Given data Start Marker

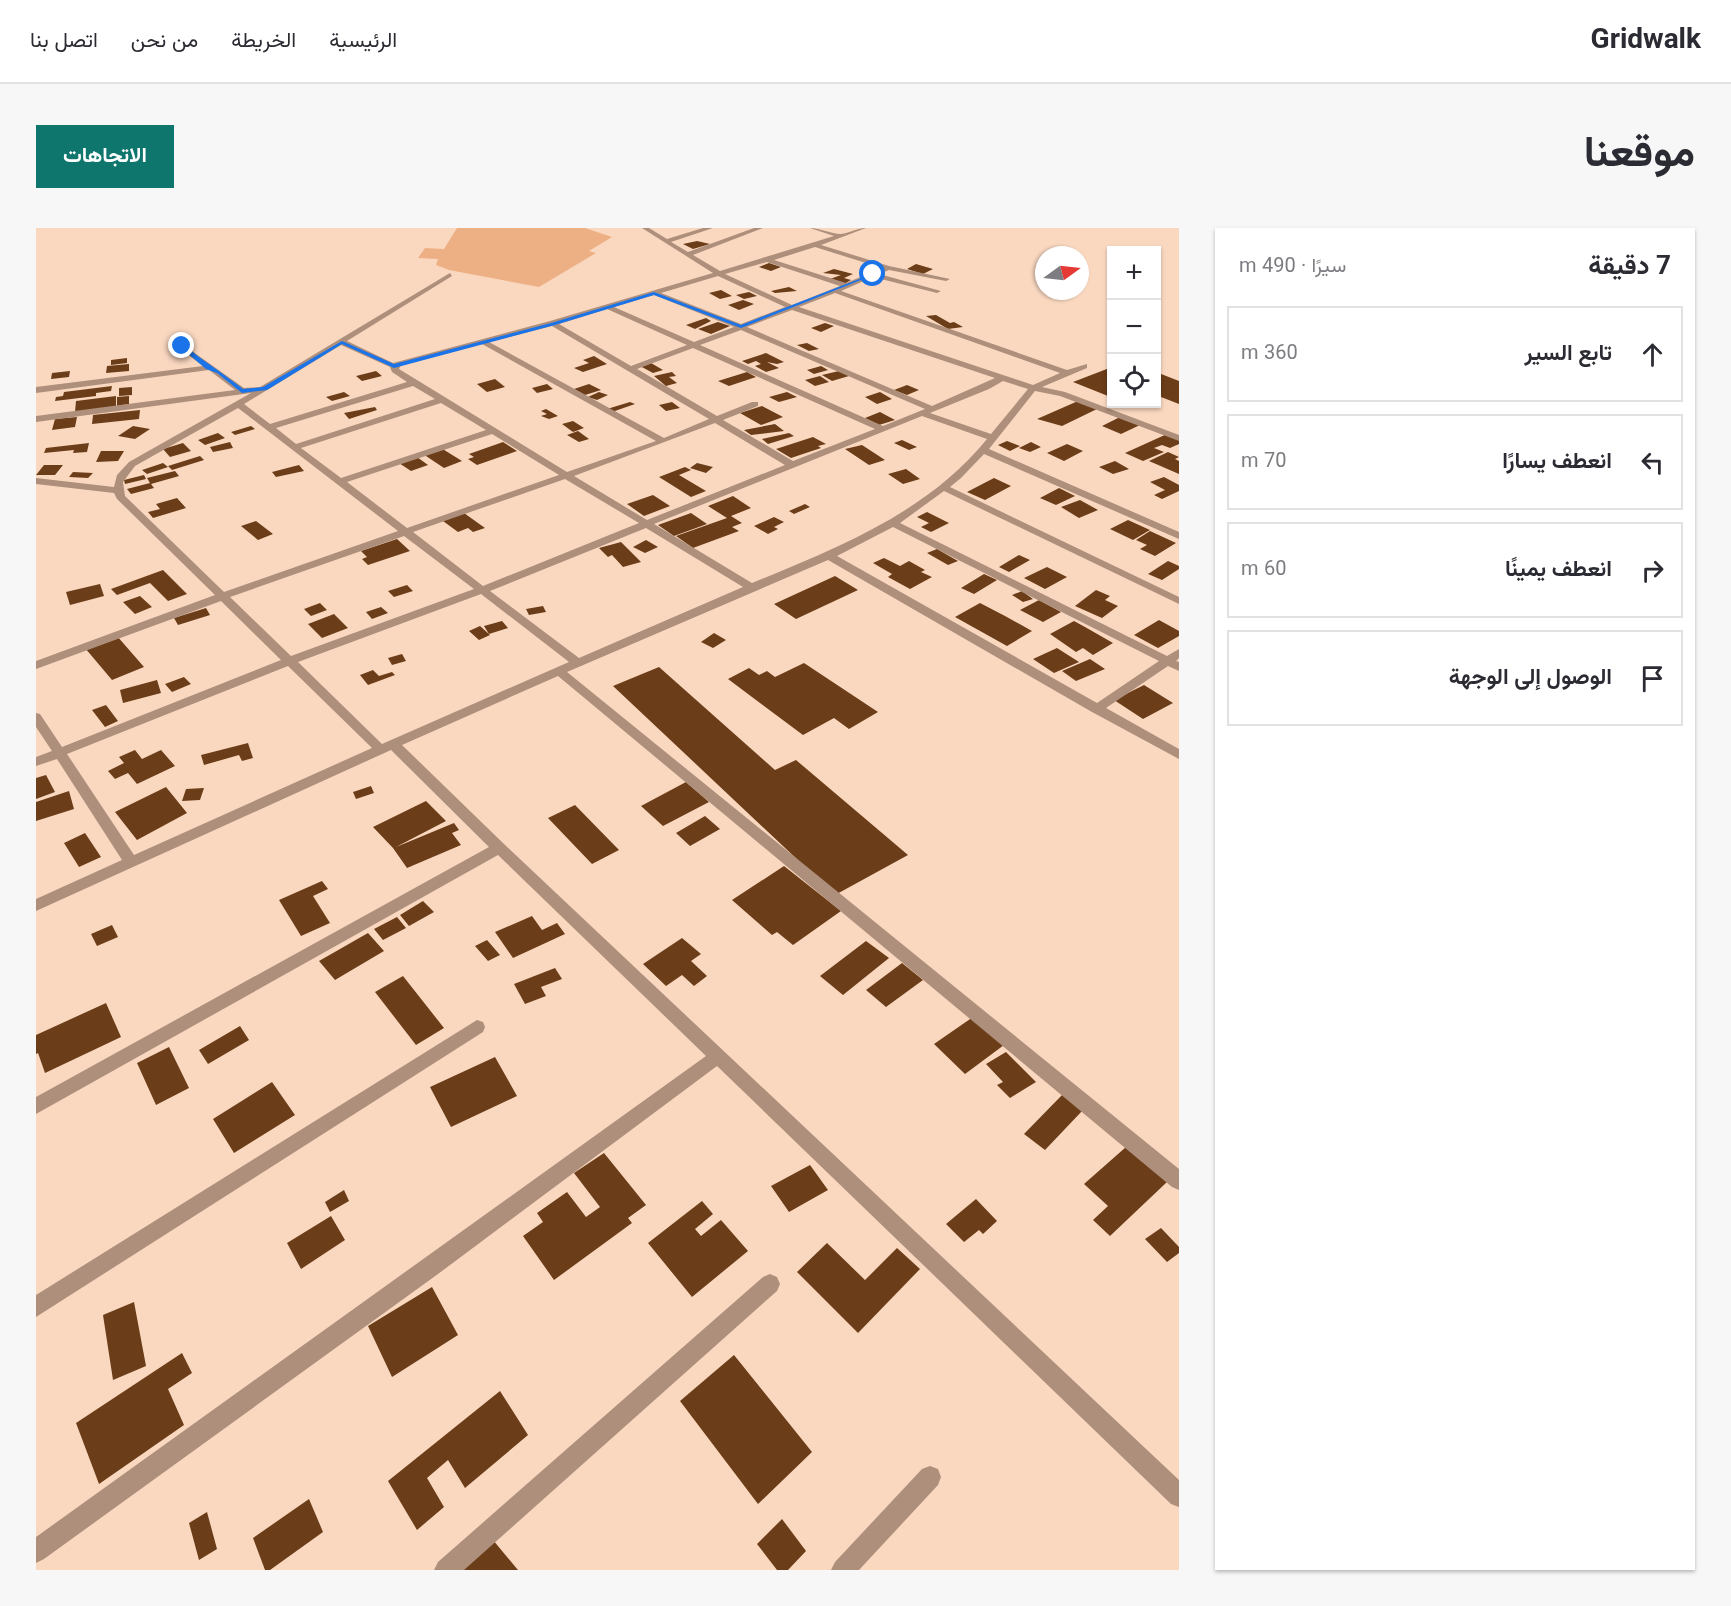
<!DOCTYPE html>
<html lang="ar">
<head>
<meta charset="utf-8">
<style>
  :root { --surface:#fff; --page:#f7f7f7; --text:#2b2b33; --muted:#7c7c81; --line:#e1e1e2; --accent:#0f766e }
  body { margin:0; font-family:Georgia,Vazirmatn,serif; background:var(--page); color:var(--text); direction:rtl }
  .controls { position:absolute; right:18px; top:18px; display:grid; overflow:hidden; border-radius:0px; box-shadow:0 2px 4px #0004 }
  .controls button { width:54px; height:54px; display:grid; place-items:center; padding:0; border:0; border-bottom:2px solid var(--line); background:var(--surface); color:var(--text); font:30px sans-serif }
  .compass { position:absolute; left:999px; top:18px; width:54px; height:54px; border-radius:50%; background:var(--surface); box-shadow:0 2px 4px #0004; rotate:75deg }
  .stop { position:absolute; width:18px; height:18px; margin:-14px; border:4px solid #1a73e8; border-radius:50%; background:#fff }
  .stop.end { background:#1a73e8; border-color:#fff; box-shadow:0 2px 6px #0008 }
  .list { margin:0; padding:0; list-style:none }
  h2 { display:flex; justify-content:space-between; align-items:center; height:78px; margin:0; padding:0 24px; font-size:26px }
  h2 small { font-size:20px; font-weight:400; color:var(--muted) }
  .list li { display:grid; grid-template-columns:39px 1fr auto; gap:18px; align-items:center; box-sizing:border-box; height:96px; margin:0 12px 12px; padding:0 12px; border:2px solid var(--line); border-radius:0px }
  .list b { display:block; font-size:22px; white-space:nowrap }
  .list em { font-size:20px; font-style:normal; color:var(--muted) }
  .icon { flex:none; width:33px; height:33px; fill:none; stroke:currentColor; stroke-width:2; stroke-linecap:round; stroke-linejoin:round }
  .map { position:relative; flex:none; width:1143px; height:1342px; overflow:hidden; direction:ltr; border-radius:0px }
  header { display:flex; align-items:center; gap:36px; box-sizing:border-box; height:84px; padding:0 30px; background:var(--surface); border-bottom:2px solid var(--line) }
  header strong { font-size:28px }
  nav { display:flex; gap:33px; margin-inline-start:auto; font-size:21px }
  .intro { display:flex; align-items:center; justify-content:space-between; box-sizing:border-box; height:144px; padding:0 36px }
  h1 { margin:0; font-size:42px }
  .button { padding:15px 27px; border-radius:0px; background:var(--accent); color:#fff; font-size:21px; font-weight:700 }
  main { display:flex; gap:36px; padding:0 36px }
  aside { flex:1; background:var(--surface); border-radius:0px; box-shadow:0 2px 4px #0004 }
  .map>svg:first-child { display:block }
  .green { fill:#edb085 }
  .building { fill:#6b3d18 }
  .lines { fill:none; stroke-linecap:round; stroke-linejoin:round }
  .minor { fill:#ad8f7b; fill-rule:evenodd }
  .route { fill:#1a73e8 }
</style>
</head>
<body>
<header>
<strong>Gridwalk</strong>
<nav><a>الرئيسية</a><a>الخريطة</a><a>من نحن</a><a>اتصل بنا</a></nav>
</header>
<div class="intro"><h1>موقعنا</h1><a class="button">الاتجاهات</a></div>
<main>
<aside>
<h2>7 دقيقة<small>سيرًا · 490 m</small></h2>
<ul class="list">
<li><svg class="icon" aria-label="ahead" viewBox="0 0 24 24"><path d="M12 20V5M6 11l6-6 6 6"/></svg><div><b>تابع السير</b></div><em>360 m</em></li>
<li><svg class="icon" aria-label="left" viewBox="0 0 24 24"><path d="M17 20v-9H6M10 6l-5 5 5 5"/></svg><div><b>انعطف يسارًا</b></div><em>70 m</em></li>
<li><svg class="icon" aria-label="right" viewBox="0 0 24 24"><path d="M7 20v-9h11M14 6l5 5-5 5"/></svg><div><b>انعطف يمينًا</b></div><em>60 m</em></li>
<li><svg class="icon" aria-label="arrive" viewBox="0 0 24 24"><path d="M6 21V4h12l-3 4 3 4H6"/></svg><div><b>الوصول إلى الوجهة</b></div></li>
</ul>
</aside>
<div class="map">
<svg width="1143" height="1342" viewBox="0 0 1143 1342">
  <rect width="100%" height="100%" fill="#fad8c0"/>
  <path class="green" d="M421,0h128l27,9 -23,14 7,2 -57,34 -90,-17 -13,-5 2,-6 -20,-1 7,-10 19,1z"/>
  <path class="building" d="M661,13l13,3 -17,5 -10,-5z
    M733,35l12,4 -10,4 -12,-4z
    M880,36l17,5 -10,5 -16,-5z
    M798,41l19,5 -9,4 7,2 -7,4 -14,-5 11,-4 -18,-2z
    M753,59l8,4 -22,2 -4,-2z
    M685,62l11,6 -12,3 -11,-6z
    M713,64l8,4 -13,3 -8,-4z
    M707,72l11,4 -15,6 -11,-5z
    M900,87l14,8 4,-1 9,5 -15,2 -22,-13z
    M670,90l5,3 -16,8 -9,-4z
    M682,94l12,4 -19,8 -13,-5z
    M789,95l9,3 -13,6 -10,-4z
    M771,115l12,6 -10,2 -12,-6z
    M730,125l18,9 -7,2 -10,-2 12,6 -13,4 -11,-6 6,-2 -5,-3 -8,3 -6,-3z
    M558,128l13,8 -24,8 -9,-4 15,-5 -6,-3z
    M91,130v5l-16,2v-5z
    M615,135l12,7 -10,3 -13,-7z
    M93,136v7l-23,2 1,-7z
    M785,138l7,4 -14,4 -7,-4z
    M1076,139v28l-4,1 -35,-14z
    M34,143l-1,6 -18,2 1,-6z
    M340,143l6,5 -20,5 -6,-5z
    M803,143l10,5 -17,5 -10,-6z
    M636,144l4,4 -7,1 8,6 -11,3 -12,-10z
    M711,144l9,5 -27,9 -11,-5z
    M1120,144l23,9v23l-23,-9z
    M784,148l9,6 -14,4 -10,-6z
    M459,151l10,8 -18,5 -10,-8z
    M511,156l6,5 -16,4 -5,-5z
    M553,156l12,6 -16,5 -11,-6z
    M871,157l12,5 -12,5 -13,-5z
    M76,158l-1,5 -15,2v3l-41,5 1,-4 7,-1 1,-4z
    M96,159v8l-13,1v-8z
    M308,164l6,4 -18,5 -6,-4z
    M563,164l9,3 -11,5 -9,-3z
    M751,164l10,5 -18,5 -10,-5z
    M844,164l12,7 -15,5 -12,-7z
    M80,168v11l-41,5 1,-11z
    M93,168v8l-12,2v-9z
    M1042,173l19,8 -35,17 -25,-7z
    M594,174l5,2 -23,8 -5,-3z
    M636,174l8,6 -14,3 -7,-6z
    M726,178l21,11 -22,8 -21,-12z
    M339,179l2,3 -28,9 -5,-6z
    M510,181l12,7 -9,3 -8,-3 6,-2 -6,-3z
    M104,182l-1,9 -47,5 1,-9z
    M844,184l15,8 -16,5 -14,-7z
    M41,189l-2,10 -23,3 3,-11z
    M1084,189l20,8 -19,9 -19,-8z
    M537,193l11,7 -11,4 -11,-8z
    M739,196l9,7 -33,4 -7,-5z
    M97,198l17,3 -15,10 -17,-3z
    M215,198l4,3 -20,6 -4,-3z
    M542,203l11,8 -10,3 -12,-7z
    M182,205l7,5 -20,7 -7,-5z
    M753,205l5,3 -26,8 -6,-5z
    M1131,206l12,6v4l-9,4 -8,-3 -8,3 10,4 -21,9 -18,-8z
    M777,209l13,7 -8,2 3,2 -30,10 -15,-9z
    M866,212l15,7 -8,3 -15,-7z
    M971,213l13,5 -10,5 -12,-6z
    M194,214l3,6 -20,4 -3,-5z
    M467,214l14,9 -40,14 -9,-6 6,-2 -5,-3z
    M995,214l10,5 -11,5 -11,-4z
    M53,215l-2,9 -14,1 1,-3 -30,3 2,-5z
    M147,215l8,8 -21,6 -7,-8z
    M1031,216l16,7 -19,10 -17,-8z
    M826,217l23,15 -16,5 -24,-16z
    M405,220l21,13 -18,7 -21,-14z
    M65,223h23l-6,10 -22,1z
    M1132,224l11,5 -4,2 4,2v13l-30,-13z
    M164,228l4,4 -32,10 -4,-4z
    M381,229l11,8 -17,6 -12,-8z
    M1079,233l14,8 -16,5 -14,-7z
    M127,235l5,4 -21,7 -5,-4z
    M661,235l16,4 -7,6 -16,-5z
    M8,237h19l-8,10h-19z
    M263,237l5,6 -28,6 -4,-5z
    M649,239l6,3 -12,5 27,16 -15,6 -32,-20z
    M870,241l14,10 -17,5 -15,-10z
    M139,243l4,5 -28,8 3,4 -23,6 -4,-5 23,-6 -3,-5z
    M37,244l20,1 -5,5 -19,-1z
    M108,247l2,4 -21,5 -1,-4z
    M1128,249l15,8v6l-17,8 -8,-4 11,-5 -15,-8z
    M958,250l17,8 -26,14 -18,-8z
    M1023,260l16,8 -19,9 -16,-7z
    M617,267l17,11 -26,10 -17,-12z
    M697,268l18,12 -20,8 11,7 -10,4 7,4 -46,17 -17,-12 51,-18 -19,-12z
    M141,270l9,10 -33,10 -5,-6 12,-3 -4,-5z
    M1044,272l18,10 -19,8 -18,-11z
    M769,276l5,3 -16,7 -5,-3z
    M891,284l22,11 -18,9 -10,-5 8,-4 -12,-6z
    M428,285l21,15 -12,4 -5,-4 -10,4 -15,-11z
    M655,285l16,11 -33,12 -16,-11z
    M738,289l10,5 -10,5 4,2 -10,5 -14,-8z
    M1092,292l22,10 -17,10 -23,-11z
    M220,293l17,13 -15,6 -17,-14z
    M1114,303l26,12 -21,13 -15,-7 7,-4 -11,-5z
    M361,311l13,12 -42,14 -6,-6 5,-2 -6,-6z
    M610,312l12,7 -13,6 -12,-6z
    M585,314l20,20 -18,5 -11,-12 -4,2 -9,-9z
    M901,321l21,12 -10,4 -21,-12z
    M983,327l11,5 -21,12 -10,-5z
    M848,330l16,8 9,-5 16,9 -4,2 11,5 -22,12 -22,-12 4,-3 -19,-11z
    M1132,333l11,5v3l-17,11 -14,-6z
    M1011,339l20,10 -22,12 -21,-11z
    M127,342l24,24 -19,7 -18,-18 -33,12 -6,-6z
    M948,346l13,6 -23,14 -13,-6z
    M799,348l23,14 -62,29 -22,-15z
    M64,356l4,12 -34,9 -4,-13z
    M371,357l6,6 -19,6 -6,-6z
    M1060,362l14,6 -5,4 13,6 -16,12 -27,-12z
    M986,363l11,8 -10,3 -11,-7z
    M104,368l12,11 -17,7 -12,-12z
    M1003,372l22,12 -18,10 -23,-12z
    M284,375l7,7 -16,6 -7,-7z
    M944,375l25,13 27,15 -25,15 -52,-29z
    M507,378l3,6 -17,3 -3,-6z
    M345,379l7,6 -16,6 -6,-7z
    M170,380l4,7 -32,10 -4,-7z
    M298,386l14,14 -26,10 -14,-14z
    M1123,392l20,11v5l-21,12 -24,-13z
    M466,393l6,7 -19,6 -5,-8z
    M1038,393l11,6 28,16 -20,12 -10,-7 -7,4 -26,-18z
    M444,398l10,9 -11,5 -10,-9z
    M678,405l12,7 -13,8 -12,-6z
    M81,408l27,31 -32,13 -27,-32z
    M1021,420l22,14 -25,11 -21,-14z
    M366,426l4,7 -14,4 -4,-7z
    M1054,431l15,10 -29,12 -14,-10z
    M768,435l74,49 -29,17 -15,-11 -31,17 -75,-56 21,-11 10,7 8,-4 8,6z
    M623,439l116,103 21,-10 112,95 -73,40 -222,-209z
    M337,442l6,6 13,-4 3,3 -27,10 -8,-10z
    M148,449l7,7 -19,8 -7,-8z
    M121,452l4,13 -38,10 -3,-13z
    M1108,457l29,18 -30,16 -29,-19z
    M70,477l12,16 -13,6 -13,-17z
    M212,515l5,15 -11,3 -3,-6 -35,10 -3,-10z
    M99,522l7,9 19,-9 14,16 -38,18 -9,-11 -13,6 -7,-8 16,-8 -5,-6z
    M10,547l9,17 -19,7v-21z
    M650,554l23,20 -46,24 -22,-20z
    M335,558l3,7 -18,6 -3,-7z
    M130,559l21,26 -50,27 -22,-28z
    M168,560l-4,12 -18,1 4,-12z
    M33,563l5,18 -38,12v-19z
    M390,573l20,20 -50,26 58,-24 5,7 -7,3 9,12 -54,23 -14,-20 -20,-21z
    M539,577l44,45 -27,14 -44,-46z
    M669,588l15,13 -30,17 -14,-13z
    M49,605l16,24 -22,10 -15,-24z
    M748,638l57,45 -48,34 -16,-13 -5,3 -40,-35z
    M286,653l6,8 -15,7 17,27 -29,13 -22,-36z
    M387,673l11,11 -25,14 -9,-11z
    M496,688l10,14 15,-7 8,11 -52,24 -18,-26z
    M361,689l9,11 -23,12 -9,-11z
    M76,697l6,12 -21,9 -6,-12z
    M332,705l16,18 -49,29 -16,-19z
    M646,710l19,16 -10,7 16,15 -13,10 -12,-11 -16,11 -23,-22z
    M451,712l13,15 -12,6 -13,-15z
    M830,713l23,17 -46,37 -23,-19z
    M866,735l21,17 -37,27 -20,-17z
    M519,740l7,11 -21,8 5,9 -21,8 -11,-20z
    M367,748l41,52 -28,17 -41,-53z
    M70,775l15,34 -76,36 -7,-20 -2,1v-19z
    M937,789l31,28 -39,29 -31,-30z
    M204,798l9,14 -41,24 -9,-14z
    M133,819l20,41 -33,17 -19,-42z
    M970,824l30,30 -26,16 -13,-13 6,-3 -17,-18z
    M459,829l22,39 -66,31 -21,-40z
    M236,854l23,33 -61,38 -21,-34z
    M1027,866l20,16 -38,40 -21,-16z
    M1090,919l41,35 -57,54 -17,-16 15,-14 -24,-22z
    M568,925l42,52 -18,13 4,5 -78,57 -31,-44 20,-14 -6,-9 30,-21 19,25 14,-10 -26,-34z
    M774,937l18,25 -39,22 -18,-26z
    M308,962l5,11 -19,11 -5,-10z
    M940,971l21,22 -14,13 -4,-4 -15,12 -18,-18z
    M666,973l11,13 -18,15 6,7 20,-16 27,31 -56,46 -44,-54z
    M295,988l14,24 -44,29 -14,-26z
    M1125,1000l18,19v6l-12,9 -22,-23z
    M791,1015l38,37 32,-32 23,21 -62,64 -61,-61z
    M396,1059l26,48 -66,42 -24,-51z
    M98,1074l12,64 -33,14 -10,-65z
    M146,1125l10,20 -24,16 16,36 -85,59 -23,-61z
    M698,1127l78,97 -54,52 -78,-103z
    M464,1163l28,44 -63,53 -17,-28 -21,18 17,29 -27,23 -29,-49z
    M273,1271l14,33 -53,38h-5l-12,-32z
    M171,1284l10,37 -18,11 -10,-37z
    M746,1291l24,32 -18,19h-11l-20,-26z
    M452,1306l30,36h-62z"/>
  <g class="lines">
    <path class="minor" d="M606,0h7l18,11 36,-11h10l-42,14 17,10 66,-24h9l-70,27 27,16 114,-35 -24,-8c10,0 21,6 31,6 8,-1 16,-6 25,-6l-45,17 68,21 61,13 -4,2 -57,-11 -10,4 62,17 -4,2 -64,-16 -32,14 226,79 20,-6v4l-45,19 23,5 114,43v6l-119,-45 -25,-5 -46,58 190,83v7l-195,-85 -23,24 -11,9 229,110v7l-235,-113 -44,32 267,133 12,-7v9l-3,3 3,1v9l-11,-5 -62,42 73,41v10l-87,-47 -264,-152 -261,112 612,497v21l-7,-3 -614,-511 -156,69 102,99 675,636v27l-8,-3 -454,-438 -279,208 -394,285 -8,4v-26l670,-481 -208,-201 -462,259v-17l453,-250 -98,-97 -355,161v-12l86,-39 -65,-101 -21,7v-9l16,-6 -16,-24v-14l4,1 22,33 219,-87 -60,-59 -185,68v-8l179,-66 -98,-96 -3,-6 -78,-9v-6l78,9 3,-12 12,-13 122,-69 -215,29v-6l199,-26 -26,-20 -173,23v-6l167,-21 -24,-18 -1,-2 4,-2 62,44 16,-1 190,-114 2,3 -105,65 46,22 157,-42 163,-48zM779,19l67,21 -36,15 -72,-23zM731,34l73,24 -48,19 -67,-31zM682,48l67,31 -44,17 -80,-31zM799,65l225,80 -27,12 -234,-78zM618,67l80,32 -40,15 -80,-35zM571,81l80,36 -56,21 -72,-42zM756,82l203,68 -63,28 -185,-79zM516,98l157,93 -45,19 -175,-96zM705,102l184,79 -42,17 -183,-81zM446,116l174,97 -89,31 -168,-103 2,-4zM305,117l49,22 2,5 15,10 -137,42 -26,-20zM657,120l182,81 -82,32 -70,-41 35,-14v-4h-6l-35,14 -80,-47zM967,153l25,8 -37,45 -61,-21 59,-24zM377,158l22,13 -139,45 -20,-16zM405,175l45,27 -145,48 -40,-30zM202,180l160,123 -174,61 -99,-96 -2,-14 12,-16zM886,188l65,23c-60,74 -150,109 -235,144l-98,-59zM679,195l70,42 -138,55 -73,-44zM456,206l67,41 -152,53 -60,-46zM529,251l74,44 -156,63 -70,-54zM857,299l266,134 -62,42 -260,-147zM610,300l97,59 -164,71 -89,-67zM368,308l70,53 -183,67 -61,-59zM445,366l88,68 -187,82 -84,-82zM252,438l84,82 -238,107 -67,-101z
      M441,792l6,2 2,5 -2,5 -447,285v-22z
      M734,1046l7,3 3,7 -3,7 -313,279h-30l4,-8 325,-285z
      M894,1238l8,3 3,8 -3,8 -79,85h-28l4,-8 87,-93z"/>
  </g>
  <path class="route" d="M836,46h4l-135,54 -87,-33 -99,30 -161,43 -52,-24 -75,46 -25,3 -25,-20 -11,-4 -27,-23 5,-1c19,16 39,28 59,44l20,-2 79,-46 52,23 157,-41 103,-31 87,33z"/>
</svg>
<div class="controls">
<button>+</button>
<button>−</button>
<button><svg class="icon" aria-label="locate" viewBox="0 0 24 24"><circle cx="12" cy="12" r="6"/><path d="M12 2v4M12 18v4M2 12h4M18 12h4"/></svg></button>
</div>
<svg class="compass" viewBox="-18 -18 36 36"><path d="M0-13l5 13h-10z" fill="#e53935"/><path d="M0 13l5-13h-10z" fill="#7c7c81"/></svg>
<div class="stop" style="left:837px;top:46px"></div>
<div class="stop end" style="left:146px;top:118px"></div>
</div>
</main>
</body>
</html>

Given data End Marker

Aim of the exercise = Show the lines in the entries above that include the string "display".

Task result =
  .controls { position:absolute; right:18px; top:18px; display:grid; overflow:hidden; border-radius:0px; box-shadow:0 2px 4px #0004 }
  .controls button { width:54px; height:54px; display:grid; place-items:center; padding:0; border:0; border-bottom:2px solid var(--line); background:var(--surface); color:var(--text); font:30px sans-serif }
  h2 { display:flex; justify-content:space-between; align-items:center; height:78px; margin:0; padding:0 24px; font-size:26px }
  .list li { display:grid; grid-template-columns:39px 1fr auto; gap:18px; align-items:center; box-sizing:border-box; height:96px; margin:0 12px 12px; padding:0 12px; border:2px solid var(--line); border-radius:0px }
  .list b { display:block; font-size:22px; white-space:nowrap }
  header { display:flex; align-items:center; gap:36px; box-sizing:border-box; height:84px; padding:0 30px; background:var(--surface); border-bottom:2px solid var(--line) }
  nav { display:flex; gap:33px; margin-inline-start:auto; font-size:21px }
  .intro { display:flex; align-items:center; justify-content:space-between; box-sizing:border-box; height:144px; padding:0 36px }
  main { display:flex; gap:36px; padding:0 36px }
  .map>svg:first-child { display:block }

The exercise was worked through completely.